Capturing Geospatial Metadata
A UX Research Case Study for Ag Data Commons
Overview
Ag Data Commons is a research repository platform used by the United States Department of Agriculture (USDA) National Agricultural Library to help researchers preserve and share their agricultural data sets. Built on Figshare (a research repository platform), it serves as a critical tool for making government-funded research publicly available and accessible.
As part of an initiative to improve how researchers capture geospatial metadata, the product team asked me to conduct user research to understand how researchers work with location-specific data and identify ways to improve the metadata capture process. This case study examines the research process, key insights discovered, and the strategic approach taken to address long-standing usability issues.
The research covers diverse use cases from remote sensing vegetation analysis to multi-location crop trials, with this functionality expected to be available to all Figshare users, not just the USDA.
Why this matters
Context - Each map feature carries its own information;
Discovery - People can find datasets covering their region;
Interoperability - Metadata travels with the geographic data.
Problem statement
Let's start with GeoJSON. This a way to store and share location data (maps, coordinates, shapes) in a simple text format. It has two main roles: defining geographic coverage ("bounding box" or "footprint", the area or boundaries of where research took place) and storing attributes/properties for each feature.
Currently, most researchers do not provide GeoJSON, instead entering coordinates in various formats that require manual conversion by curators.
So why is this a problem?
First, curators need to figure out what they're looking at. Are these single points? Multiple separate locations? Or are the researchers trying to draw a polygon around an area? This isn't always obvious from what researchers submit.
Then comes the tedious part. Curators open up a notepad and start copying and pasting coordinates, reformatting them into valid GeoJSON. They appear to use templates to speed things up, but it's still a lot of manual work.
The tricky cases make it even harder. When researchers submit coordinates in degrees/minutes/seconds format (like 44°25'16"N) instead of decimal degrees, curators have to convert those first before they can even start building the GeoJSON.
All this means research data is harder to discover. When geographic information isn't properly structured, other researchers can't easily search for datasets in their area of interest. For example, a study conducted in California might be virtually invisible to someone looking for United States West Coast research simply because the location data wasn't formatted correctly.

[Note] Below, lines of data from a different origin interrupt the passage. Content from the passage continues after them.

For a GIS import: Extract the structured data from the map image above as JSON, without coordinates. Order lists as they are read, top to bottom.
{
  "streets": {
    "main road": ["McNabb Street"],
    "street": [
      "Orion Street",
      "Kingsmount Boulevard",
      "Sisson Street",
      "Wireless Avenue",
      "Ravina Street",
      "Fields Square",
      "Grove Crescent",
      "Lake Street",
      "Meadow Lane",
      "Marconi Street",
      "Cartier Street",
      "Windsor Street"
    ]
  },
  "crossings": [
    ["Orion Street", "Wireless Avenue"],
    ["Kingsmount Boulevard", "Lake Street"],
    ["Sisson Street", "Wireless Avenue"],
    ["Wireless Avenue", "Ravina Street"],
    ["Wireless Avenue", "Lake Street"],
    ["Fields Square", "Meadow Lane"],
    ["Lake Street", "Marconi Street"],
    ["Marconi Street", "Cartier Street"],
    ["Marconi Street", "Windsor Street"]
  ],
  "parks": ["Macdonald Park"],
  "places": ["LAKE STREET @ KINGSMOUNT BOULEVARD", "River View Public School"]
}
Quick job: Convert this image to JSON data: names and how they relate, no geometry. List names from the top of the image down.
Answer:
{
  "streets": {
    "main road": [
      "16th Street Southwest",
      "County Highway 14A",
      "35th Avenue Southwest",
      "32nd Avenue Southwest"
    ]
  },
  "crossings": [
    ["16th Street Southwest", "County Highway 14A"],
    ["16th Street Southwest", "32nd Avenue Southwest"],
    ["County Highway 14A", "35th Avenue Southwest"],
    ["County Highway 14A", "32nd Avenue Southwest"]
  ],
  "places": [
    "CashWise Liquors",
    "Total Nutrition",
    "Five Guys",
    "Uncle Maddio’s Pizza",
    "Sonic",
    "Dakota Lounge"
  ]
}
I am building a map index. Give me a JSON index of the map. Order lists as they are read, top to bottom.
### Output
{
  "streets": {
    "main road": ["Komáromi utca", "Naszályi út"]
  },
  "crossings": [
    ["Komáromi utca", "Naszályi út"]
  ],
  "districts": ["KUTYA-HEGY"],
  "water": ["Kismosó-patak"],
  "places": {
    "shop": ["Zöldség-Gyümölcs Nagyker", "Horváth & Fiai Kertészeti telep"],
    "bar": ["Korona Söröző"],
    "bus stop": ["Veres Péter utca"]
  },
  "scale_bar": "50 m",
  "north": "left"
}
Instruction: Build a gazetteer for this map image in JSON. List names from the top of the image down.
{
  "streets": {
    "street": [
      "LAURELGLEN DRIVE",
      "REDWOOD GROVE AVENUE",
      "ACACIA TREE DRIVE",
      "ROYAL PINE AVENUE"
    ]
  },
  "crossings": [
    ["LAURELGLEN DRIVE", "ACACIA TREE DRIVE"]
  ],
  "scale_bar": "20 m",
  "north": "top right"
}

Bottom line: time-consuming, error-prone process that relies heavily on curators knowing what researchers meant to submit, and it also makes valuable research harder to find.
How might we create a geospatial metadata workflow that works for both researchers (easy input) and curators (minimal manual work) while maximizing data discoverability?
Research approach
I conducted user research interviews as part of a needs assessment process with the USDA team to help improve geospatial metadata capture in Ag Data Commons. Had conversations with the curation team, then spoke to researchers who actually use the system to understand more about them, what they do, and what they like and don't like, with the view to making a solution that is as easy to use as possible.
Interview focus areas
The sessions were informal conversations where the users had an opportunity to ask questions too. The interviews started with general questions about the participant's role, experience, background, and the research they conduct.
I first wanted to understand who the users are and what their research purpose is. I explored how they currently input location data, the challenges they face, and their needs for discovering geospatial datasets.
Analysis
With participant consent, I recorded all interviews and then reviewed the transcripts to identify patterns: Where were users struggling? What workarounds did they have? What did they wish they could do but currently couldn't?
Key research findings
The research revealed several critical insights that completely reshaped how we thought about this problem.
Finding 1: Most users don't know what GeoJSON is
The vast majority of users do not provide a GeoJSON but latitude-longitude points in various formats. There is a variety of entry models because the field is free text and people can pretty much enter anything. Curators must manually convert user-provided coordinates into valid GeoJSON format, identifying geometry types (points, polygons, bounding boxes) and reformatting coordinates, which takes extra time.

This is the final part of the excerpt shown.